Meu pai, o grande detetive, franze a testa.

"Que trabalho nojento. O assassino é um sádico. Queria deixar uma mensagem."

Minha mãe, a cirurgiã que lida com a vida e a morte todos os dias, vira o rosto, uma expressão de repulsa.

"Ricardo, isso é... horrível. Como alguém pode fazer isso com outra pessoa?"

Eles não me reconhecem.

Eles olham para o meu rosto quebrado, para as minhas roupas rasgadas e ensanguentadas, e não veem seu filho.

Eles veem apenas mais um caso, mais uma vítima anônima da violência da cidade.

A ironia é tão dolorosa que quase me faz rir, se eu ainda pudesse.

Meu pai se agacha, o profissional em ação. Ele não toca em nada, apenas observa.

"Múltiplas facadas. Sinais de tortura. O rosto está irreconhecível. Vamos precisar da arcada dentária ou de DNA para identificar."
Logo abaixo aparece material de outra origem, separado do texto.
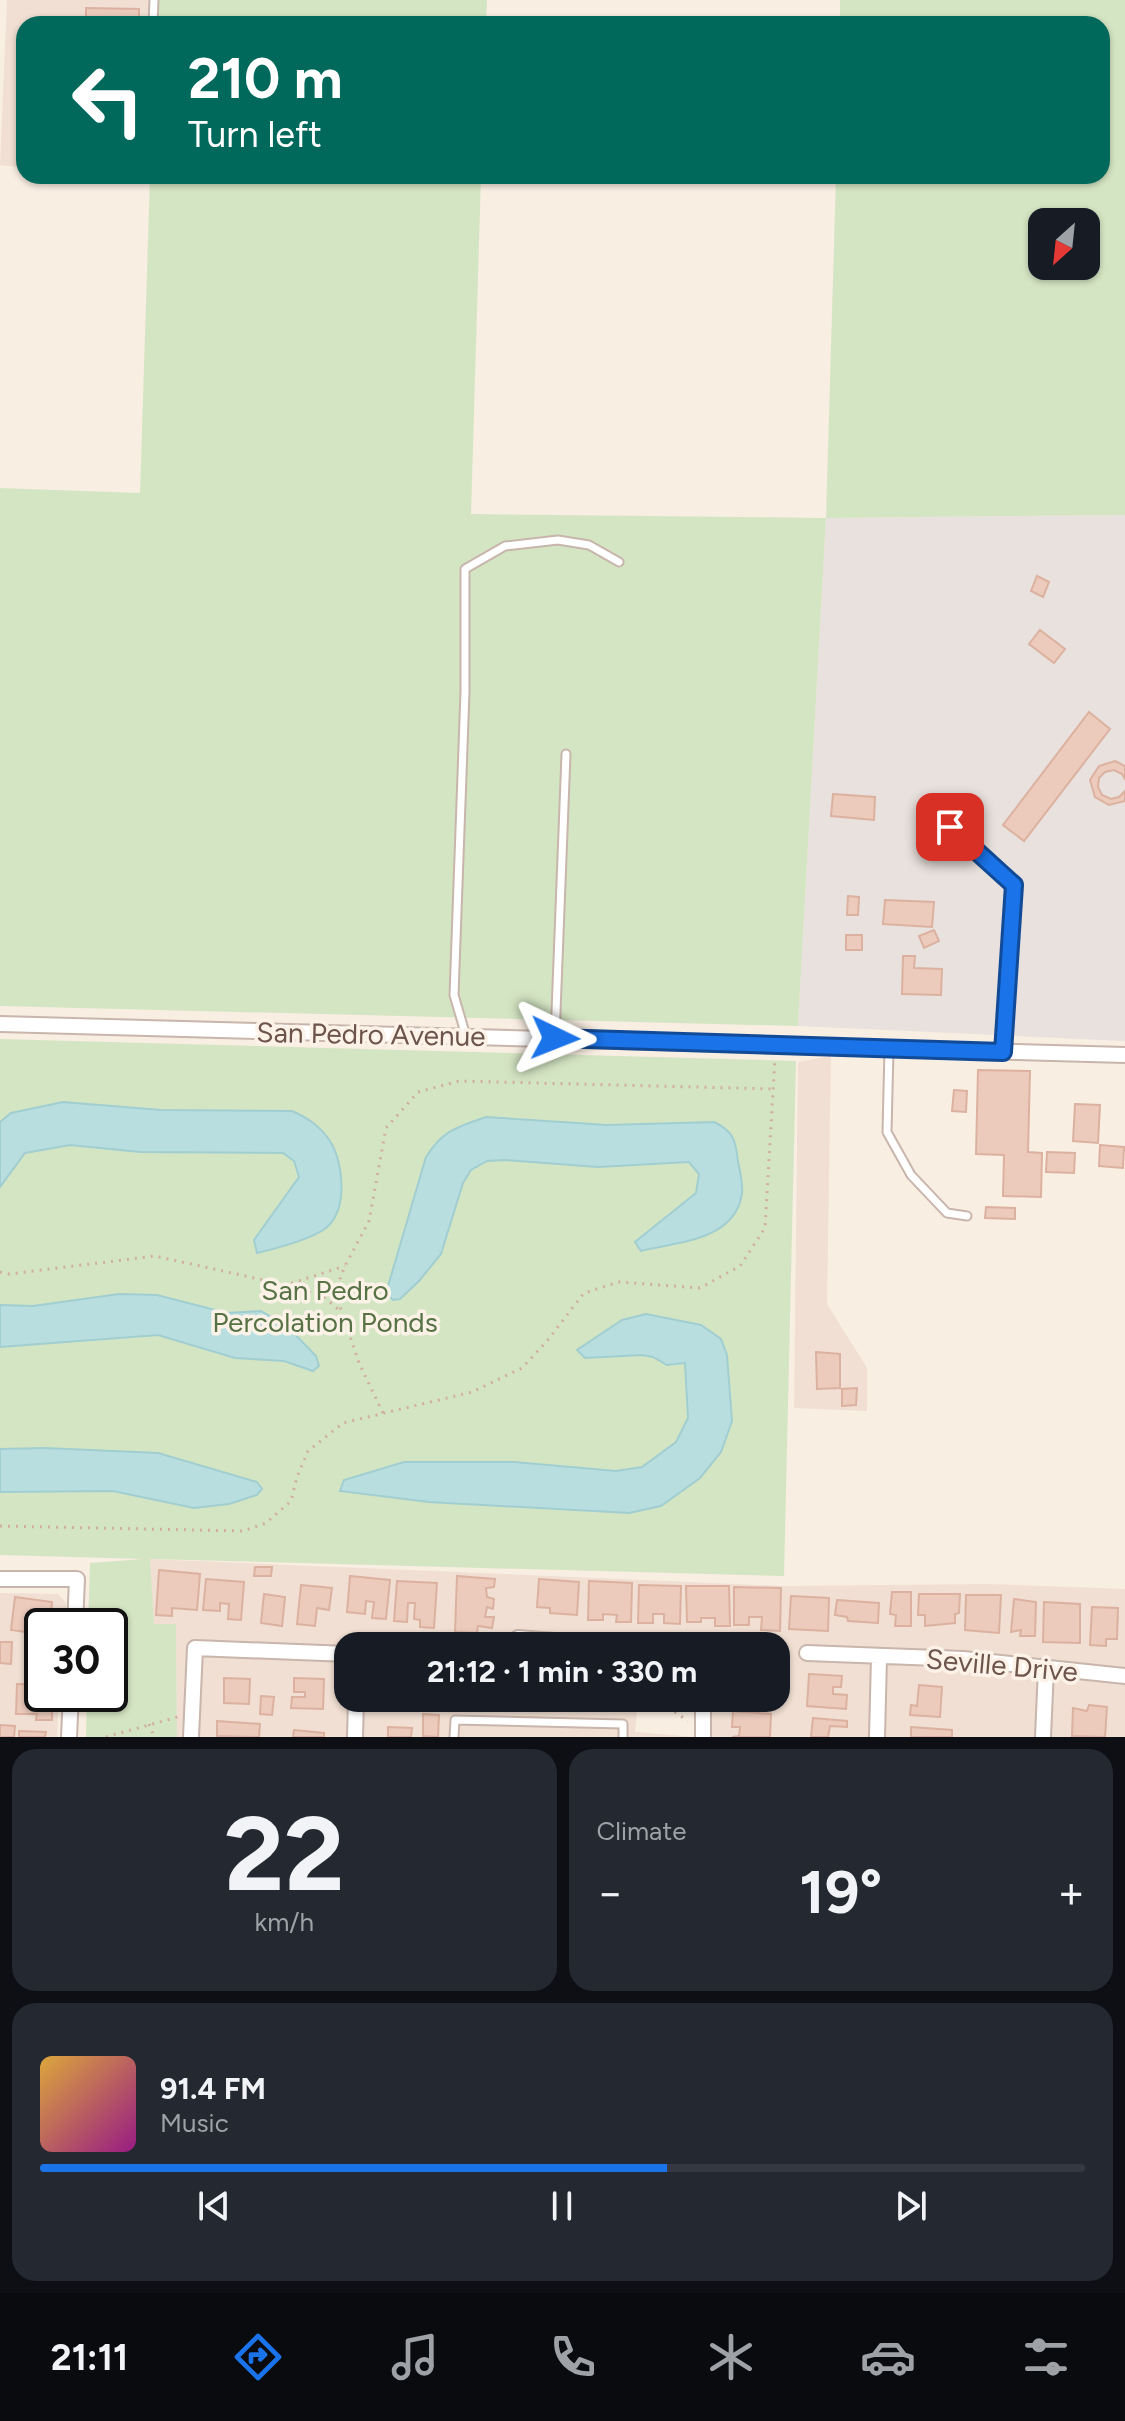 <!DOCTYPE html>
<meta charset="utf-8">
<style>
:root{--surface:#171b24;--page:#242831;--text:#f1f3f6;--muted:#9ea1a6;--line:#363941;--accent:#1a73e8}
body{margin:0;font-family:Figtree,sans-serif;background:var(--page);color:var(--text);height:100vh;display:flex;flex-direction:column;font-size:30px;white-space:nowrap}
*{box-sizing:border-box;margin:0}
p{font-size:26px;color:var(--muted)}
.icon{flex:none;width:44px;height:44px;fill:none;stroke:currentColor;stroke-width:2;stroke-linecap:round;stroke-linejoin:round}
.map{position:relative;height:1737px;overflow:hidden}
.side{display:flex;flex-direction:column;gap:12px;padding:12px;background:#0d0f14;flex:1}
.side>*{flex:none}
.hud{position:absolute;left:16px;top:16px;width:1094px;height:168px;border-radius:24px;box-shadow:0 2px 6px #0004;background:#00695c;color:#fff;overflow:hidden}
.needle{width:52px;rotate:207deg}
.fabs{position:absolute;left:1028px;top:208px;display:grid;gap:16px}
.fabs a{display:grid;place-items:center;width:72px;height:72px;border-radius:16px;background:var(--surface);box-shadow:0 2px 6px #0004;font-size:40px}
.speed{position:absolute;left:24px;top:1608px;display:flex;gap:16px;font-size:40px;font-weight:700;text-align:center}
.speed>*{display:grid;place-content:center;width:104px;height:104px;border-radius:50%;background:var(--surface);box-shadow:0 2px 6px #0004;line-height:1}
.speed .limit{border:4px solid #111;border-radius:12px;background:#fff;color:#111}
.pin{position:absolute;display:grid;place-items:center;width:68px;height:68px;color:#fff;margin:-34px;border-radius:16px;box-shadow:0 4px 12px #0006}
.me{position:absolute;width:88px;margin:-44px;rotate:92deg;stroke-linejoin:round;filter:drop-shadow(0 0 6px #0008)}
.turn{display:flex;align-items:center;gap:28px;height:168px;padding:0 40px;font-size:36px}
.turn .icon{width:104px;height:104px;stroke-width:2.5}
.turn b{display:block;font-size:56px;line-height:68px}
.big{font-size:60px;font-weight:700;line-height:1.1}
.side .card{flex:1;display:flex;flex-direction:column;justify-content:center;gap:12px;min-width:0;padding:0 28px;border-radius:24px;background:var(--page)}
.side .dial{align-items:center;gap:0}
.dial b{font-size:104px;line-height:1}
.song{display:flex;align-items:center;gap:24px}
.cover{width:96px;height:96px;border-radius:12px;background:linear-gradient(135deg,hsl(40 70% 55%),hsl(310 70% 35%))}
.played{height:8px;border-radius:4px;background:linear-gradient(90deg,var(--accent) 60%,var(--line) 60%)}
.keys{display:flex;justify-content:space-around;direction:ltr}
.heat{display:flex;justify-content:space-between;align-items:center;font-size:44px;direction:ltr}
.side .tiles{flex:1;display:grid;gap:12px;grid-template-columns:1fr 1fr}
.card:last-child{grid-column:span 2}
.trip{position:absolute;left:334px;top:1632px;width:456px;height:80px;border-radius:24px;background:var(--surface);box-shadow:0 2px 6px #0004;font-weight:700;line-height:80px;text-align:center}
.menu{display:flex;height:128px;justify-content:space-around;align-items:center;background:#090b0e;color:var(--muted)}
.menu .icon{width:56px;height:56px}
.menu .active{color:var(--accent)}
.menu b{font-size:36px;color:var(--text)}
.map>svg:first-child{display:block}
.residential{fill:#f0dfd2;fill-rule:evenodd}
.industrial{fill:#e9e1dd}
.green{fill:#d4e5c3;fill-rule:evenodd}
.water{fill:#b9dee0;stroke:#a1ced1;stroke-width:2}
.building{fill:#eccbbd;stroke:#dcb19f;stroke-width:2}
.lines{fill:none;stroke-linecap:round;stroke-linejoin:round}
.service-casing{stroke:#c8b5ab;stroke-width:11}
.minor-casing{stroke:#c8b5ab;stroke-width:18}
.path{stroke:#d0afa1;stroke-width:3;stroke-dasharray:2 6;stroke-linecap:butt}
.service{stroke:#fff;stroke-width:7}
.minor{stroke:#fff;stroke-width:14}
.route-casing{stroke:#114b97;stroke-width:20}
.route{stroke:#1a73e8;stroke-width:14}
.labels{text-anchor:middle;stroke-width:7;stroke-linejoin:round;paint-order:stroke}
.street-label{font-size:28px;fill:#6e554c;stroke:#fdf2e8}
.park-label{font-size:28px;fill:#577345;stroke:#fdf2e8}
</style>
<div class="map">
<svg width="1125" height="1737" viewBox="0 0 1125 1737">
<rect width="100%" height="100%" fill="#f9eee2"/>
<path class="residential" d="M7,0h150l-1,24h-132v144l-24,-3z
M831,1056l-4,248 40,64v43l-73,-3 4,-346z
M149,1559l634,27 206,-2 136,5v148h-948l-1,-112 -22,-1zM348,1646h428v52h-80l-2,39 -59,-5 3,-30 -19,-1v-3h-271z
M0,1593l58,1 8,9 -2,23h-22v68h17l-2,43h-57z"/>
<path class="industrial" d="M1125,515v526l-327,-15 28,-508z"/>
<path class="green" d="M157,0h330l-1,24h-330z
M840,0h285v515l-299,3 -28,508 -798,-20v-518l140,5 10,-317h331l-10,338 355,4 10,-342h266v-152h-262zM1042,222h44v44h-44z
M0,1039l796,22 -12,515 -634,-17 4,65h22l1,113h-91l1,-43h23v-68h-22l2,-63 54,-4 -144,-4z"/>
<path class="water" d="M63,1102l98,8 131,1c16,7 28,15 38,30 14,22 18,69 -4,87 -14,11 -51,21 -69,25l-3,-13 45,-63 -5,-16 -11,-8 -143,-1 -70,-7 -45,8 -25,34v-65l11,-9z
M486,1117l121,8 107,-3c20,9 22,20 24,40 2,9 5,21 4,31 -6,47 -64,49 -101,58l-6,-9 61,-49 3,-19 -10,-12 -91,5 -94,-7 -17,1 -16,9 -8,13 -22,71 -22,27 -19,18 -7,1 -7,-7 40,-136c17,-27 31,-30 60,-40z
M119,1294l38,1 70,18 34,-2 27,16 28,29 3,10 -6,5 -29,-10 -49,-3 -77,-23 -158,12v-42l33,1z
M646,1314l55,11 20,14 6,16 5,66 -11,31 -21,26 -39,28 -32,7 -200,-11 -89,-11 4,-11 60,-18h110l102,9 26,-4 34,-25 12,-24 -3,-55 -18,2 -14,-8 -11,-2 -57,3 -8,-8 45,-30z
M45,1448l113,5 99,29 5,7 -5,6 -28,9 -35,4 -81,-17 -113,1v-43z"/>
<path class="building" d="M86,8l53,1v15h-53z
M1037,576l12,6 -6,15 -12,-6z
M1040,630l25,19 -11,14 -25,-19z
M1089,712l21,17 -86,112 -21,-16z
M1115,761l10,5v13l-3,-5 -8,-4 -9,2 -6,6 -1,9 4,8 9,4 8,-2 6,-6v10l-16,4 -14,-8 -5,-17 9,-14z
M833,794l42,3 -1,23 -43,-4z
M848,896l11,1 -1,18h-11z
M885,900l49,2 -2,25 -49,-3z
M934,930l5,11 -15,7 -5,-12z
M846,935h16v15h-16z
M903,956h12l-1,12 28,1 -1,26 -39,-1z
M978,1070l52,1 -2,81 14,1 -1,44 -38,-1 1,-41 -28,-1z
M954,1090l13,1 -1,21 -14,-1z
M1075,1104l25,1 -2,38 -25,-2z
M1100,1145l24,2 -1,21 -24,-2z
M1047,1152l28,1 -1,20 -28,-1z
M986,1207l29,1v11l-30,-1z
M816,1352l24,2v34l-23,1z
M857,1388l-1,17 -14,1v-17z
M255,1567h17l-1,9h-17z
M159,1570l41,4 -3,36 -25,-2v8l-16,-1z
M350,1576l40,4 -4,39 -14,-1 2,-16 -8,-1 -1,13 -18,-2z
M457,1576l38,3 -1,8 -8,1 1,9 7,2 -1,10 -6,-2 -2,10h9l-2,11 -14,-2 -1,7 -22,-1z
M206,1579l38,3 -3,38 -13,-1 1,-15 -9,-1v8l-17,-1z
M539,1579l40,3 -2,33 -27,-2v-5l-13,-1z
M397,1581l40,2 -3,45 -14,-1v-7l-6,-1 1,-16h-7l-1,19 -13,-1z
M589,1581l43,2 -1,39h-15l1,-7 -14,-1v6h-15z
M301,1585l31,3 -3,22 -12,-2 -2,18 -18,-2z
M639,1585l42,1 -1,38 -16,-1v-9h-11v9h-15z
M686,1586h43l1,40h-15v-8h-14v4h-14z
M734,1587l47,1 -1,43 -19,-1 1,-13h-13v8h-15z
M892,1592h19v34h-16l1,-11 -6,-1z
M264,1594l21,3 -3,29 -21,-3z
M919,1594h41l-1,19 -4,1v9l-30,3v-11h-7z
M966,1595h35l-2,38 -34,-3z
M791,1596l38,2 -1,33 -39,-2z
M15,1597l37,5 -1,10 -20,-3 -2,10 13,1 -2,14 -29,-4z
M1014,1599l22,3 -1,34h-15l1,-6 -10,2z
M837,1600l42,3 -1,20 -30,-2 -1,-4 -12,-2z
M1044,1602l36,2v39l-37,-1z
M1092,1607l26,1 -1,31h-11v7l-16,-1z
M0,1642h12l-1,22 -11,-1z
M32,1651h10v24l-11,-1z
M809,1674l33,2 -1,11h-8v7l14,1 -1,14 -39,-3z
M224,1678l26,1 -1,25 -25,-1z
M294,1678l30,1 -1,30 -32,-1 1,-11h13v-5h-11z
M17,1684l25,1 2,19h8v16h-16l1,-6h-21z
M919,1685l23,2 -2,30 -30,-2 1,-10 6,1z
M261,1696l13,1 -2,18 -12,-1z
M387,1698h34l-1,3 -17,-2 -1,6 -16,-2z
M736,1698h37v7l-37,-2z
M1089,1705l18,2 -2,30 -33,-1 1,-28 14,3z
M733,1711l38,3 -1,23h-38l7,-1 1,-9h-8z
M423,1714l16,1 -1,22 -15,-1z
M813,1718l34,3v6l-17,-1 -2,11h-17z
M217,1721l43,3 -1,13 -42,-1z
M0,1725l15,1 -1,11h-14z
M388,1727l24,1 -1,9h-23z
M911,1727l41,3v7h-41z
M294,1730l30,3v4h-31z
M19,1731l27,1 -1,5h-26z"/>
<g class="lines">
<defs>
<path id="service" d="M153,24l1,-24
M950,827l25,25 39,33 -11,167
M466,1036l-12,-41 11,-303v-123l40,-23 53,-6 31,5 30,17
M555,1038l11,-284
M889,1050l-2,82 24,43 36,38 20,3
M454,1737l1,-17 168,4v13"/>
<path id="minor" d="M0,1024l1125,31
M0,1579h77l-2,47
M518,1638l98,8
M807,1653l156,6 162,17
M69,1737l2,-43
M191,1737l4,-89 153,6
M355,1737l1,-39
M703,1737v-39
M877,1737l2,-80
M1043,1737l3,-69"/>
</defs>
<use href="#service" class="service-casing"/>
<use href="#minor" class="minor-casing"/>
<path class="path" d="M0,1272l9,2 146,-18 131,29 59,-19
M286,1285l37,11 16,14
M383,1413l-24,-50 -24,-71 10,-26 24,-45 17,-93 32,-36 41,-11 314,8
M0,1526l243,5 23,-8 25,-22 6,-24 11,-26 35,-28 129,-31 50,-24 25,-27 37,-48 35,-11 81,6 40,-22 25,-38 10,-170
M655,1698l33,23
M149,1724l5,13
M106,1737l75,-21"/>
<use href="#service" class="service"/>
<use href="#minor" class="minor"/>
</g>
<g class="lines">
<defs>
<path id="route" d="M555,1038l448,14 11,-167 -64,-58"/>
</defs>
<use href="#route" class="route-casing"/>
<use href="#route" class="route"/>
</g>
<g class="labels">
<g class="street-label">
<text transform="translate(371 1034) rotate(1)" y="10">San Pedro Avenue</text>
<text transform="translate(1002 1665) rotate(5)" y="10">Seville Drive</text>
</g>
<g class="park-label">
<text x="325" y="1300">San Pedro<tspan x="325" dy="32">Percolation Ponds</tspan></text>
</g>
</g>
</svg>
<div class="fabs">
<a><svg class="needle" viewBox="-14 -14 28 28"><path d="M0-13l5 13h-10z" fill="#e53935"/><path d="M0 13l5-13h-10z" fill="#9ea1a6"/></svg></a>
</div>
<div class="speed"><div class="limit">30</div></div>
<div class="pin" style="left:950px;top:827px;background:#d93025"><svg class="icon" aria-label="arrive" viewBox="0 0 24 24"><path d="M6 21V4h12l-3 4 3 4H6"/></svg></div>
<svg class="me" style="left:555px;top:1038px" viewBox="-20 -20 40 40"><path d="M0-17L14 15 0 8-14 15z" fill="#1a73e8" stroke="#fff" stroke-width="4"/></svg>
<div class="trip">21:12 · 1 min · 330 m</div>
<div class="hud">
<div class="turn"><svg class="icon" aria-label="left" viewBox="0 0 24 24"><path d="M17 20v-9H6M10 6l-5 5 5 5"/></svg><div><b>210 m</b>Turn left</div></div>
</div>
</div>
<section class="side">
<div class="tiles">
<div class="card dial"><b>22</b><p>km/h</p></div>
<div class="card"><p>Climate</p>
<div class="heat"><a>−</a><b class="big">19°</b><a>+</a></div>
</div>
<div class="card">
<div class="song"><i class="cover"></i><div><b>91.4 FM</b><p>Music</p></div></div>
<div class="played"></div>
<div class="keys"><svg class="icon" aria-label="previous" viewBox="0 0 24 24"><path d="M18 5L8 12l10 7zM5 5v14"/></svg><svg class="icon" aria-label="pause" viewBox="0 0 24 24"><path d="M8 5v14M16 5v14"/></svg><svg class="icon" aria-label="next" viewBox="0 0 24 24"><path d="M6 5l10 7-10 7zM19 5v14"/></svg></div>
</div>
</div>
</section>
<nav class="menu">
<b>21:11</b>
<svg class="icon active" aria-label="directions" viewBox="0 0 24 24"><path d="M12 3l9 9-9 9-9-9zM9 14v-3h6M13 9l2 2-2 2"/></svg>
<svg class="icon" aria-label="music" viewBox="0 0 24 24"><path d="M9 18V5l10-2v13"/><circle cx="6" cy="18" r="3"/><circle cx="16" cy="16" r="3"/></svg>
<svg class="icon" aria-label="phone" viewBox="0 0 24 24"><path d="M5 4h4l2 5-3 2q2 4 5 5l2-3 5 2v4C11 20 4 13 5 4z"/></svg>
<svg class="icon" aria-label="climate" viewBox="0 0 24 24"><path d="M12 3v18M4 7l16 10M4 17L20 7"/></svg>
<svg class="icon" aria-label="car" viewBox="0 0 24 24"><path d="M5 17H2v-5l4-1 3-4h7l3 4 3 1v5h-3M9 17h6M6 11h13"/><circle cx="7" cy="17" r="2"/><circle cx="17" cy="17" r="2"/></svg>
<svg class="icon" aria-label="filters" viewBox="0 0 24 24"><path d="M4 7h16M4 17h16"/><circle cx="9" cy="7" r="2"/><circle cx="15" cy="17" r="2"/></svg>
</nav>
Minha mãe, Helena, se afasta.

"Não consigo olhar. É desumano."

Eu quero gritar.

Sou eu! Sou eu, mãe, pai! Olhem direito!

Mas minha voz não sai. Sou apenas um espectador silencioso da minha própria tragédia.

Um dos peritos encontra minha carteira, jogada a alguns metros do corpo. Ele a abre com cuidado, usando luvas.

"Temos uma identidade. Lucas Andrade."

Meu nome.

Meu pai pega a identidade. Ele olha para a minha foto, depois para o corpo no chão, e balança a cabeça.

"Não. Não pode ser."

Minha mãe se aproxima, olhando por cima do ombro dele.

"Lucas? Nosso Lucas?"

Ela olha para o corpo novamente, o horror em seu rosto se transformando em negação.

"Não, não é ele. Nosso Lucas... ele é um delinquente, está sempre se metendo em encrenca, mas... não isso. Ele deve ter sumido de novo. Ele faz isso, ele some por dias para chamar a atenção."

Meu pai concorda, aliviado.

"Exatamente. Helena tem razão. O Lucas é um irresponsável, mas não... não isso. O corpo está muito desfigurado. Pode ser qualquer um. Alguém deve ter roubado a carteira dele."

Eles se agarram a essa ideia com uma força desesperada.

A ideia de que seu filho biológico, o "delinquente", está apenas "desaparecido".

Enquanto Pedro, o filho adotivo perfeito, o "bom filho", está seguro, marcando gols em um torneio de futebol.

Eu me lembro de uma vez, há alguns meses. Eu tinha comprado um canivete suíço. Era uma ferramenta, eu gostava de acampar, de montar coisas.

Meu pai o encontrou no meu quarto durante uma de suas "inspeções".

"O que é isso, Lucas? Andando armado agora? Quer virar bandido de vez?"

"Pai, é só uma ferramenta..."

"Não me venha com desculpas! Você está proibido de ter isso. Já não basta a vergonha que você nos faz passar?"

Ele confiscou o canivete.

Agora, olhando para o meu corpo esfaqueado, ele não consegue conectar os pontos. Na mente dele, o filho que ele imaginava que poderia usar uma faca nunca seria a vítima de uma.

A verdade está bem na frente deles, em um corpo que eles se recusam a ver.

E eu entendo, com uma clareza terrível e final.

Não há lugar para mim no coração deles. Nunca houve.

Nem mesmo o sangue que compartilhamos pode mudar isso.

Para eles, eu já estava morto há muito tempo.